▶ **Work task**
The expected output is each line below containing "nowrap", copied in full.

[Start of section]

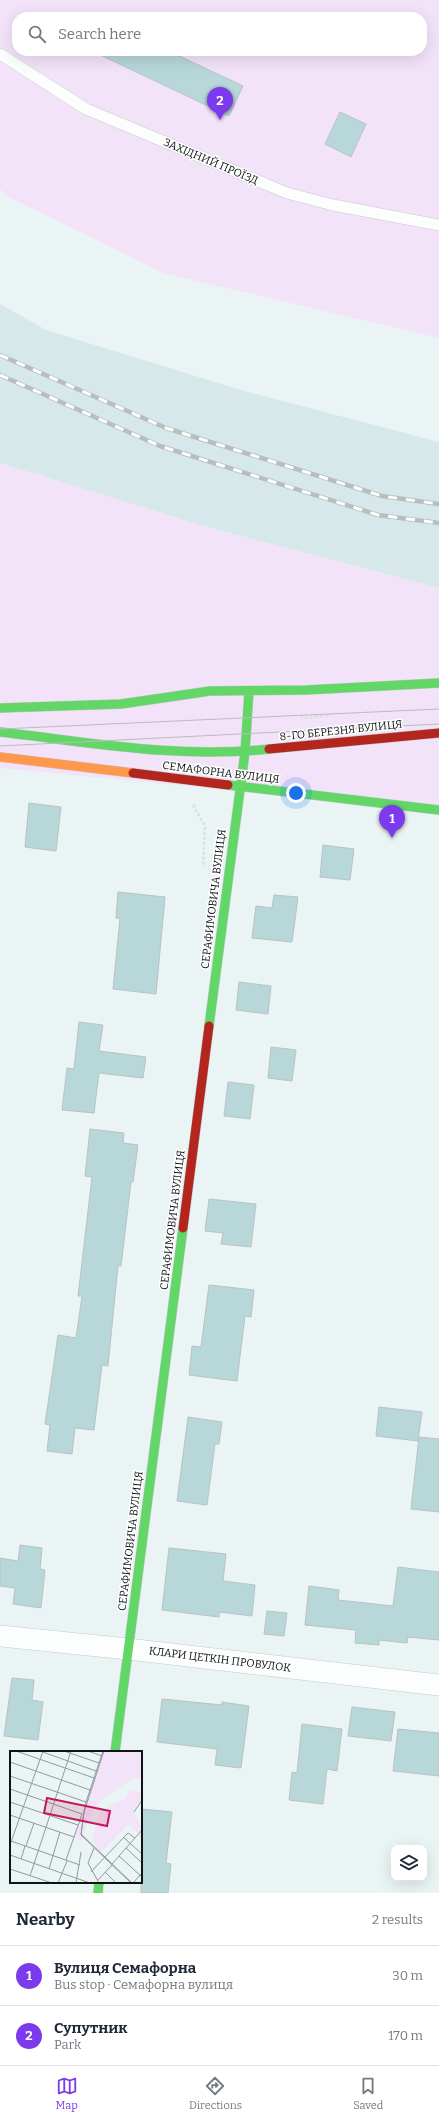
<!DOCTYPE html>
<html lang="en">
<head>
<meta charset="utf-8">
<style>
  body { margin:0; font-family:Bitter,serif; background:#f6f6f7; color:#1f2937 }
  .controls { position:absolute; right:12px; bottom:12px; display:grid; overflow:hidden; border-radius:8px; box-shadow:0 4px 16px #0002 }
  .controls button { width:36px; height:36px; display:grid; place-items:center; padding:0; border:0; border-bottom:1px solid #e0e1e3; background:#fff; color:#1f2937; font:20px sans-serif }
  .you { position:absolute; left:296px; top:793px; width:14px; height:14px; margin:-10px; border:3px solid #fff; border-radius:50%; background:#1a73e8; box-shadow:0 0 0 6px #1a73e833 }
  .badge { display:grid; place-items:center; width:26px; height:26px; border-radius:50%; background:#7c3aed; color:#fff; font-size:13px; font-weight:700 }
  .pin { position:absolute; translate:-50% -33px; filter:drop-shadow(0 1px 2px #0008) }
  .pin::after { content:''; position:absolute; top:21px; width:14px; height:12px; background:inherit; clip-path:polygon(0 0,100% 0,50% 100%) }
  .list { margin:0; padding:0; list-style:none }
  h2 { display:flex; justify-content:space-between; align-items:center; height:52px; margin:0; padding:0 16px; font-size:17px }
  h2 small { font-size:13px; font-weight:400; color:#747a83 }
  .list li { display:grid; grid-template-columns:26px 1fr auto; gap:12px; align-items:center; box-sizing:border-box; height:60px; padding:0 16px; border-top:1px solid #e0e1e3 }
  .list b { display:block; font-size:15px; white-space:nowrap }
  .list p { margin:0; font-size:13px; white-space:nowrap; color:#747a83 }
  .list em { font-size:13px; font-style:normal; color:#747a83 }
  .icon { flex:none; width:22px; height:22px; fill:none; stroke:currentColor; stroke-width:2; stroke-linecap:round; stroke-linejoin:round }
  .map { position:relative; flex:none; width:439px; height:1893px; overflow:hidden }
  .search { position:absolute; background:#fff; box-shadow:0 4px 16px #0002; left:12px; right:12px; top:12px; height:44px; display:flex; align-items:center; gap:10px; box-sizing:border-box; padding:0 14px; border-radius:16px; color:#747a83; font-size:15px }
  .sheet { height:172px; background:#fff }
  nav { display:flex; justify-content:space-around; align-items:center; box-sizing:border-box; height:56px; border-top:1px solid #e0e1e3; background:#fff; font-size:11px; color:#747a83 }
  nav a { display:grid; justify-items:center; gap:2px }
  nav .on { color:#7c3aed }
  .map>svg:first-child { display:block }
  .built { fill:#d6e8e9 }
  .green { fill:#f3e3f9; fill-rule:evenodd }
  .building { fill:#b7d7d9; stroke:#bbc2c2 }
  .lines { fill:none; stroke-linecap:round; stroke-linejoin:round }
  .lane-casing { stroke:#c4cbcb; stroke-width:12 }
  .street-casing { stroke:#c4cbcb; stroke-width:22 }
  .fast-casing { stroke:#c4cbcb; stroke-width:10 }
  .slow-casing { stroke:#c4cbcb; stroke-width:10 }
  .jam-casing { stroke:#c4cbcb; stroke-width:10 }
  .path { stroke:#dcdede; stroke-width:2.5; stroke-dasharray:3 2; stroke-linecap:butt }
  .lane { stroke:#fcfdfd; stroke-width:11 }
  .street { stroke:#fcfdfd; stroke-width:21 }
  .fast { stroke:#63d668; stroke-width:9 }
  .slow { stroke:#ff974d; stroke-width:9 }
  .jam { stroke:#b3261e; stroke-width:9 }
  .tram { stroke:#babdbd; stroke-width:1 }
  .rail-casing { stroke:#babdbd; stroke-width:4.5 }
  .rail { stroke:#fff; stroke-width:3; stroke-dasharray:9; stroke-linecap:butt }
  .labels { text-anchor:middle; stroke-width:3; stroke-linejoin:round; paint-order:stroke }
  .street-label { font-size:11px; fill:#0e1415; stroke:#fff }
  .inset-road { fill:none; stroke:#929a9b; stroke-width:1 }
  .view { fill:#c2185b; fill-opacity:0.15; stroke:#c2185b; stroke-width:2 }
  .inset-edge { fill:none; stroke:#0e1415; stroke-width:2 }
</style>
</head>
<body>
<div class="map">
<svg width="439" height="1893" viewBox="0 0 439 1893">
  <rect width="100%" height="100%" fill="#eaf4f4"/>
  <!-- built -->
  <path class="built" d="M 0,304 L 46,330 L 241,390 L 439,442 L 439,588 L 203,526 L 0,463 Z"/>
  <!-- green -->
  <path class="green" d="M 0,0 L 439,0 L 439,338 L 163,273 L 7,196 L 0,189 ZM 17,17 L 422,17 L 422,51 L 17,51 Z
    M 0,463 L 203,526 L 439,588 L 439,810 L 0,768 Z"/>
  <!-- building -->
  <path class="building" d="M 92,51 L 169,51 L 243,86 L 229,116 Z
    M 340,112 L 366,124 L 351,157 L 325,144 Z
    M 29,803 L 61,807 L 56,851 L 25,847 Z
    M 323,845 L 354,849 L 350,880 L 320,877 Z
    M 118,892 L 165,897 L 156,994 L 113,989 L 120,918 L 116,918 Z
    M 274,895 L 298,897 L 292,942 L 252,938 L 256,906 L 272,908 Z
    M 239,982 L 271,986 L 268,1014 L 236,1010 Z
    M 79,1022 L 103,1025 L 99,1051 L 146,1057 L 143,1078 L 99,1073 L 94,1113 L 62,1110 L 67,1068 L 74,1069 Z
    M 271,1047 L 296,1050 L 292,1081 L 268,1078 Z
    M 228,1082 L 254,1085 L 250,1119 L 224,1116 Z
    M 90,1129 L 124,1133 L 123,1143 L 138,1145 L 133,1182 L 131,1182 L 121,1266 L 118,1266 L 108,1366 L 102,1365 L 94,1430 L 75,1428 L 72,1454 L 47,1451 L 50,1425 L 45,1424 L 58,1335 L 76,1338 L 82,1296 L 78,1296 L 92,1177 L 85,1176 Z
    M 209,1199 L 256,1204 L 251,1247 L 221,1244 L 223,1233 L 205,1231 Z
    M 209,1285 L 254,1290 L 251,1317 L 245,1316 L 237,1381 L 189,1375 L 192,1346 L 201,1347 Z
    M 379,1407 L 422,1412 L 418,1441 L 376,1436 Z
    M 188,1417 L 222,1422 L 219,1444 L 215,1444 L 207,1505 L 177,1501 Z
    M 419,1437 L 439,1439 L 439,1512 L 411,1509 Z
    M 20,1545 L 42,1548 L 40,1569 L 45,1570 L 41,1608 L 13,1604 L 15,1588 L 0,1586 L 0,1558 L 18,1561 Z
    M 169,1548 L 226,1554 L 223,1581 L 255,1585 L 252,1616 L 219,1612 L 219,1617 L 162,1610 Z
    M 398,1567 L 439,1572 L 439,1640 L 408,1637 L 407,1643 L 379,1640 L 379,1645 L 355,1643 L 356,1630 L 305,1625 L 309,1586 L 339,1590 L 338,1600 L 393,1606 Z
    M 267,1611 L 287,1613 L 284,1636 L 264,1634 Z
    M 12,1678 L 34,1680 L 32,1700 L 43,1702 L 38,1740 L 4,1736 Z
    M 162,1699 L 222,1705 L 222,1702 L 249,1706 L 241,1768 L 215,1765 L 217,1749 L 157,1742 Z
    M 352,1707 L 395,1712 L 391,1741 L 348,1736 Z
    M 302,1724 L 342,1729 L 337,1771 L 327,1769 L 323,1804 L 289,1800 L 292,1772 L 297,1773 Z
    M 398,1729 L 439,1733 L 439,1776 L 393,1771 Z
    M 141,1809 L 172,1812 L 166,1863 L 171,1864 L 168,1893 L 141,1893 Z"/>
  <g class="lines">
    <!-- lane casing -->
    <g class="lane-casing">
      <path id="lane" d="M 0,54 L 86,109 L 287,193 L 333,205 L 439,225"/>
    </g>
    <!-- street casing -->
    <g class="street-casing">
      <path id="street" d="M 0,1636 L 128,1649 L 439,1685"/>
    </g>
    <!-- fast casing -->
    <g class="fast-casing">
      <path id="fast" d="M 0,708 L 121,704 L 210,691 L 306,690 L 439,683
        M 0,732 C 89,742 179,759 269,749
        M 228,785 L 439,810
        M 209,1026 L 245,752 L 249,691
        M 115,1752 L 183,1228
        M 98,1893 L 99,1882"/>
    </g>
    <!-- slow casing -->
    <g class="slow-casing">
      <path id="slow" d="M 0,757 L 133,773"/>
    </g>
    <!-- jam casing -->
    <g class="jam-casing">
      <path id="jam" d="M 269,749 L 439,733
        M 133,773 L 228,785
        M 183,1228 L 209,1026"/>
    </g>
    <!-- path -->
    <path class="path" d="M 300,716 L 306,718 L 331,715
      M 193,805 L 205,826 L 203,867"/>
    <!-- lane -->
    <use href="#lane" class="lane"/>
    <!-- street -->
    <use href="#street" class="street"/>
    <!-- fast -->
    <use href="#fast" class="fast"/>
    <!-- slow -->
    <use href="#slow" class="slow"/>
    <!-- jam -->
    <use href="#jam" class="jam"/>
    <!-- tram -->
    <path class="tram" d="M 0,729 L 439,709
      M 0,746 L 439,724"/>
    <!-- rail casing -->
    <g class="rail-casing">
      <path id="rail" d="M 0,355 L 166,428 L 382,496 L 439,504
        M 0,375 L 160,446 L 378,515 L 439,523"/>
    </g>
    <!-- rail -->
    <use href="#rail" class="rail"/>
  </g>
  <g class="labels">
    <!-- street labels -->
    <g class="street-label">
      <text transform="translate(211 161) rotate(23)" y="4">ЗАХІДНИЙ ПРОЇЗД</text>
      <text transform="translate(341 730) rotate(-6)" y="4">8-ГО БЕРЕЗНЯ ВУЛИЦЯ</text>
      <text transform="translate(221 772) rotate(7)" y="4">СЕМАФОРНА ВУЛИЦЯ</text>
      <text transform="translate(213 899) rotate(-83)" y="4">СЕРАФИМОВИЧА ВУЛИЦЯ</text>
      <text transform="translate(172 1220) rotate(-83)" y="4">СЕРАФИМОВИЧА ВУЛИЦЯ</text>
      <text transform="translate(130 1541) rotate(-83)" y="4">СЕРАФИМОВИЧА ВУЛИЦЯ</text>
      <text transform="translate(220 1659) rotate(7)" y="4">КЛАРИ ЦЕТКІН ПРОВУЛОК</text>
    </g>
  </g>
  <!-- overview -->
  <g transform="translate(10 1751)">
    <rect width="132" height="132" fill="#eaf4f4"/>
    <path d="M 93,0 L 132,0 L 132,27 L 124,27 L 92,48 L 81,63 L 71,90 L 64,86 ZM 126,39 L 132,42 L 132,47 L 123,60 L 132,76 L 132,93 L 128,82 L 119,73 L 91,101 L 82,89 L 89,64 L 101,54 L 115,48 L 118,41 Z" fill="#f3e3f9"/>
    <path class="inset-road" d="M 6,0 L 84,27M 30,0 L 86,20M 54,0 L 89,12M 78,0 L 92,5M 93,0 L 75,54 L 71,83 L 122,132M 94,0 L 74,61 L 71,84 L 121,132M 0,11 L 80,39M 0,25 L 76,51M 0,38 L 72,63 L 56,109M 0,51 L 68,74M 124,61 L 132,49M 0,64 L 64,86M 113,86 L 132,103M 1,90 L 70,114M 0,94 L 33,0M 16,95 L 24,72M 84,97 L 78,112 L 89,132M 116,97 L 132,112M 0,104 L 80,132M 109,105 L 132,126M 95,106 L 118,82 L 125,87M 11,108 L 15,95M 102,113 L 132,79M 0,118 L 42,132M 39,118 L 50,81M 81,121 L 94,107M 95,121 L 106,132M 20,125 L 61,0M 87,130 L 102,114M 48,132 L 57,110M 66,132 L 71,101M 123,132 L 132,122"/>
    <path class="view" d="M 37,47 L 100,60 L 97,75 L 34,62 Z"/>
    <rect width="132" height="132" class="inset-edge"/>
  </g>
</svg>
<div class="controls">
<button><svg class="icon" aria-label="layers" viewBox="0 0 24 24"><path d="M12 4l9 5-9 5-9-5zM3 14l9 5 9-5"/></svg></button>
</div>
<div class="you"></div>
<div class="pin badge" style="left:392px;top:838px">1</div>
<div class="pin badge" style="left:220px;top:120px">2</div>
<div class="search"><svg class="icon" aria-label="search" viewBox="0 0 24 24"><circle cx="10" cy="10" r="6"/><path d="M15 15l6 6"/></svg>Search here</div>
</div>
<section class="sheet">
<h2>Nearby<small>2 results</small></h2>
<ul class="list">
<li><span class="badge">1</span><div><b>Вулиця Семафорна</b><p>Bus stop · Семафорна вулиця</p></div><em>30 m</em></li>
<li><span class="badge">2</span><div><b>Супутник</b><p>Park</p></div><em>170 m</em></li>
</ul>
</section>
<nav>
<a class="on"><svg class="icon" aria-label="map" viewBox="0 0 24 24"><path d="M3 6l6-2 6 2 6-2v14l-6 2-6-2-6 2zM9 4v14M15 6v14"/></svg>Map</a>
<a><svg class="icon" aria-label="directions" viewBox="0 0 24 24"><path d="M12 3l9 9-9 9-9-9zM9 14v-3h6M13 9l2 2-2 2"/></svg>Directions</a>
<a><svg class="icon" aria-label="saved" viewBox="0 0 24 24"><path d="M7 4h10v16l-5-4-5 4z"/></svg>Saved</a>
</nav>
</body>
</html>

[End of section]

▶ **Exercise answer**
  .list b { display:block; font-size:15px; white-space:nowrap }
  .list p { margin:0; font-size:13px; white-space:nowrap; color:#747a83 }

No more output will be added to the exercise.